Simon Kariuki, who’s a lead investigator in the trial, grew up with the disease all around him. “Malaria here is a huge, huge problem,” he says. “It’s the number one killer of young children. It’s a heavy burden on women during pregnancy and is a major cause of poverty.”

The RTS,S vaccine targets plasmodium falciparum malaria, the most deadly form of the disease.

It’s been developed by GlaxoSmithKline, along with a host of partners like the PATH Malaria Vaccine Initiative, funded by the Bill and Melinda Gates Foundation.

Another partner is the U.S.-based Centers for Disease Control and Prevention (CDC), which works alongside ‘KEMRI’, Kenya’s main research institute.

Kayla Laserson is the director of the partnership. She says the trial has been very smooth. “The kind of effort to make this trial happen was tremendous and it’s gone incredibly well,” she says. “This is as close as we've ever been so there’s also a certain excitement around it.”

Even without a vaccine, progress has been made against malaria in recent years. But around 800,000 people still die of the disease annually, with millions more sickened.

Advances have been made with wide distribution of insecticide-treated bednets and greater access to malaria drugs. But fear of resistance to anti-malarial medications is increasing, and the drugs are only prescribed after a patient contracts the disease. A vaccine would do the opposite by seeking to prevent infection in the first place.

In the case of RTS,S, preliminary results just released from 6,000 of the children in the trial – all between the ages of five months and 17-months - showed about a 50% drop in cases.

That’s a significant amount, though it also shows that this is not a silver bullet against malaria.

Dr. Louis Macareo, who directs a trial center run by the U.S.-based Walter Reed Army Institute of Research, which has been closely involved in developing this vaccine, says the secret to this vaccine’s success is that it bolsters the immune system as soon as it’s attacked by malaria.

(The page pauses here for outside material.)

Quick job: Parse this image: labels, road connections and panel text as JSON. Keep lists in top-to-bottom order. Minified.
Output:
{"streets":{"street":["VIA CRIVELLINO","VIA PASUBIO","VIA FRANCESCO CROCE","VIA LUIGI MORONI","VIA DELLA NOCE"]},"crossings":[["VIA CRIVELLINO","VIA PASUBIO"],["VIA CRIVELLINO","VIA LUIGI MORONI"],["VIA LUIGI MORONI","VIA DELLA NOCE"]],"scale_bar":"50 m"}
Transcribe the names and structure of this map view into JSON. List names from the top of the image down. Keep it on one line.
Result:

“When you get malaria it spawns off a cascade of events in your body where your body produces antibodies that fight against the malaria,” explains Macareo. “What we try to duplicate with the vaccine is to stimulate the body’s immune system to produce similar antibodies.”

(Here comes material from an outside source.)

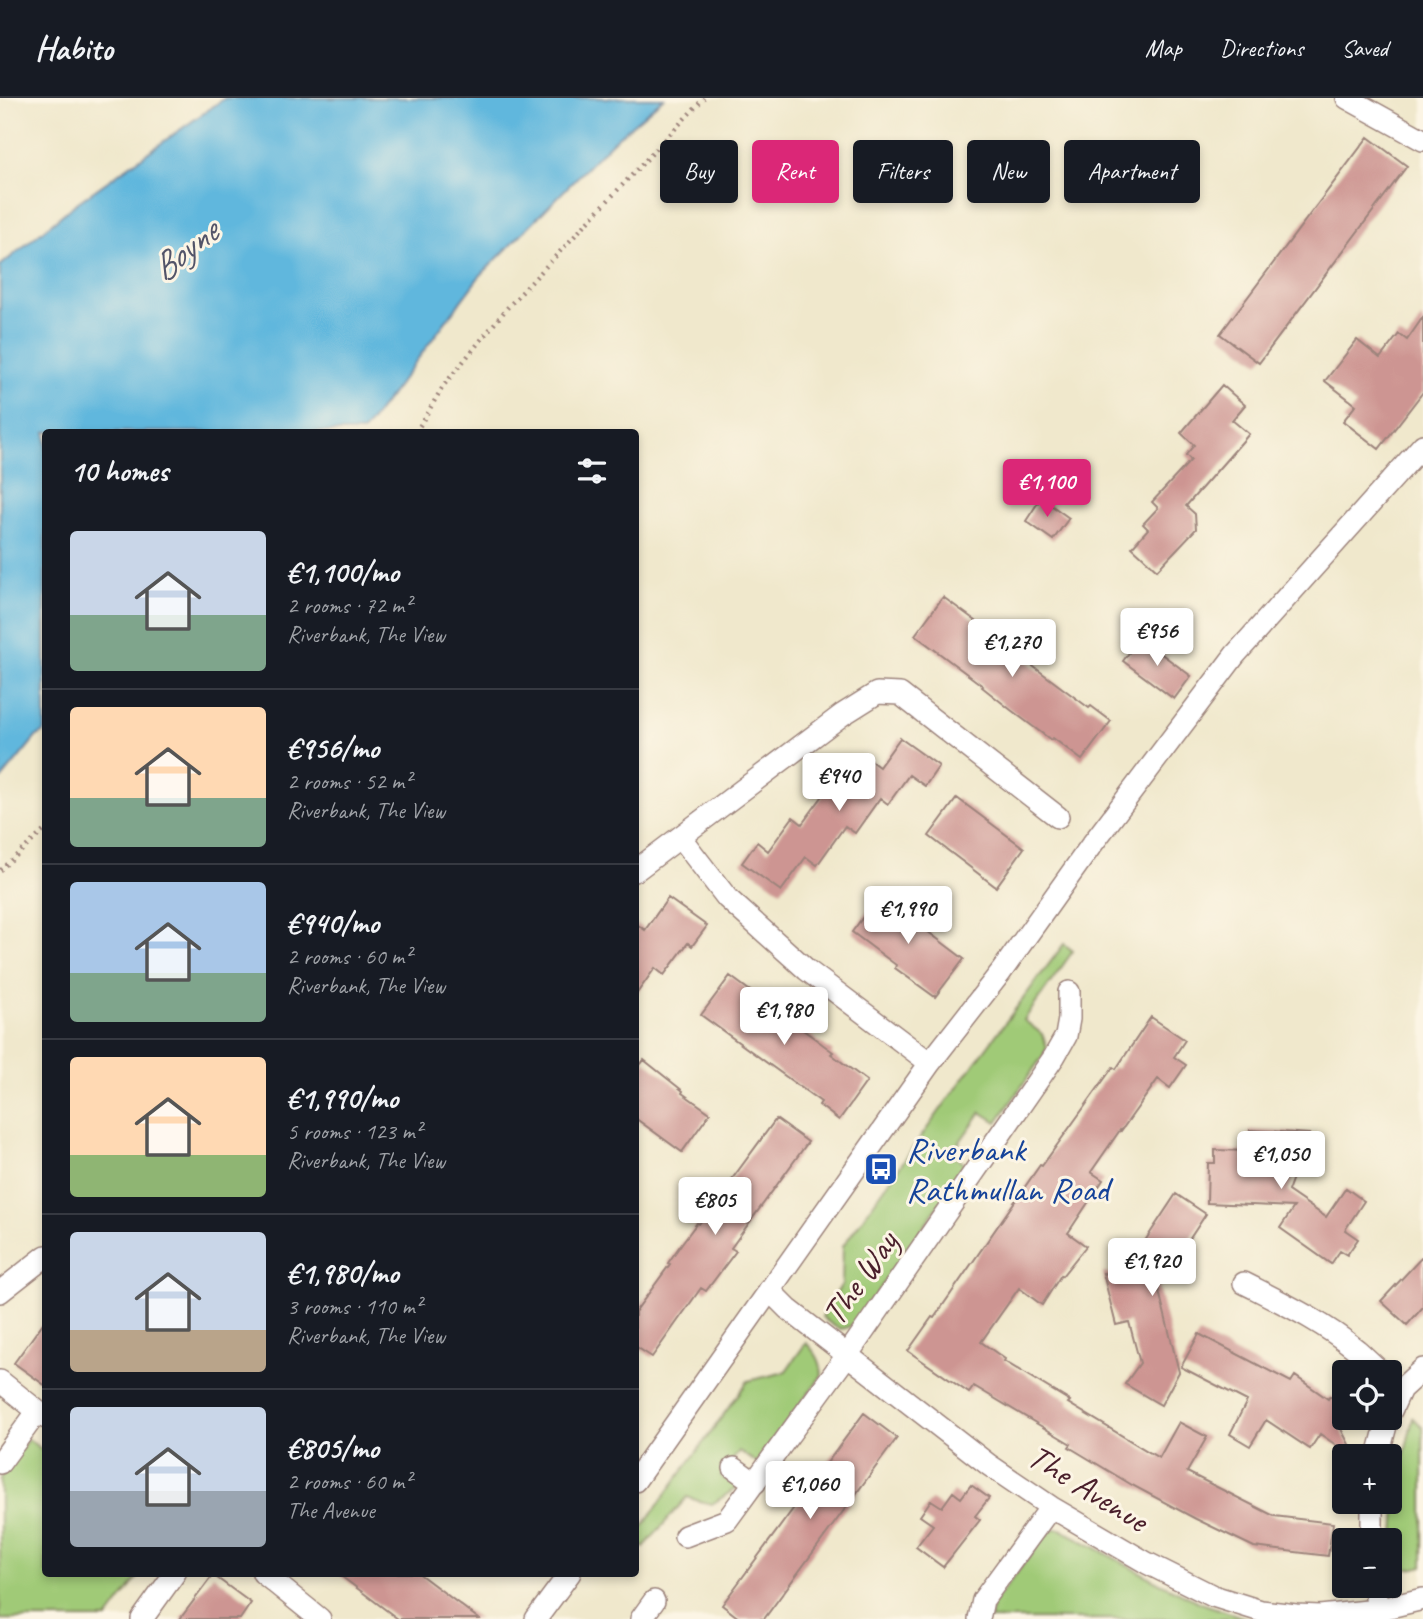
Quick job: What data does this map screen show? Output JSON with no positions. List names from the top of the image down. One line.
{"streets":{"street":["The Way","The Avenue"]},"crossings":[["The Way","The Avenue"]],"water":["Boyne"],"places":{"bus stop":["Riverbank Rathmullan Road"]},"page":{"header":"Habito","nav":["Map","Directions","Saved"],"chip":["Buy","Rent","Filters","New","Apartment"],"heading":"10 homes","price":["€1,100","€956","€1,270","€940","€1,990","€1,980","€1,050","€805","€1,920","€1,060"],"list":[{"name":"€1,100/mo","note":"2 rooms · 72 m² · Riverbank, The View"},{"name":"€956/mo","note":"2 rooms · 52 m² · Riverbank, The View"},{"name":"€940/mo","note":"2 rooms · 60 m² · Riverbank, The View"},{"name":"€1,990/mo","note":"5 rooms · 123 m² · Riverbank, The View"},{"name":"€1,980/mo","note":"3 rooms · 110 m² · Riverbank, The View"},{"name":"€805/mo","note":"2 rooms · 60 m² · The Avenue"}],"map_buttons":["+","−"]}}
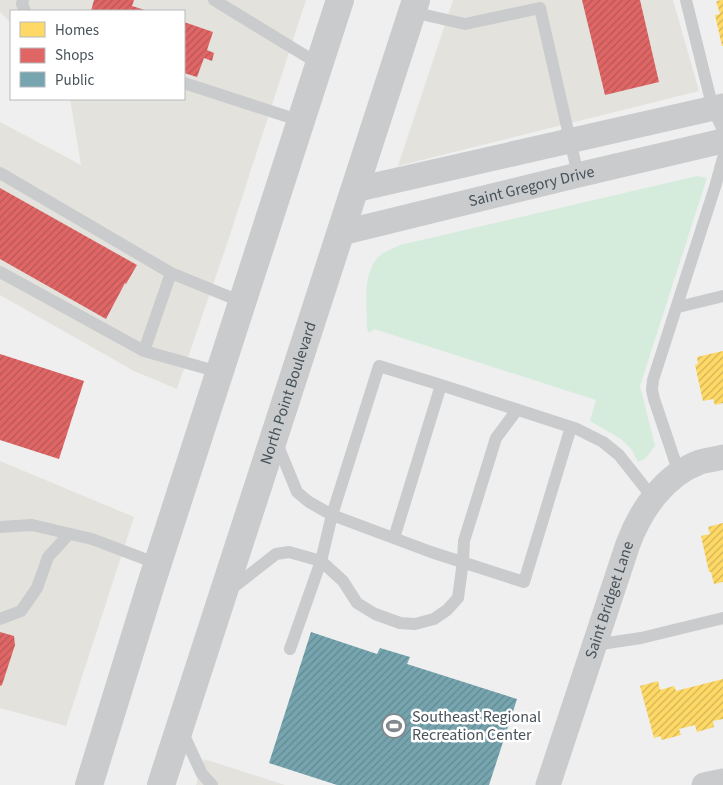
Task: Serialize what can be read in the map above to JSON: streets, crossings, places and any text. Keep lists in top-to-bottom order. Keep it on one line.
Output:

Results from a younger age group in this trial – infants between six and 12 weeks old – are expected by the end of next year.

The vaccine’s makers say results from longer-term analysis for all age groups should be available by the end of 2014.

If it meets expectations, the World Health Organization says it could recommend the vaccine as early as 2015.

Rollout talks are already underway. “Certainly the preparations for it are there,” says Laserson, “to go straight from discovery that this is in fact efficacious to... policy, to implementation, all those conversations are happening, so everyone is ready.”

In the meantime, the toddlers are reluctantly getting their jabs, unaware that they could be making history.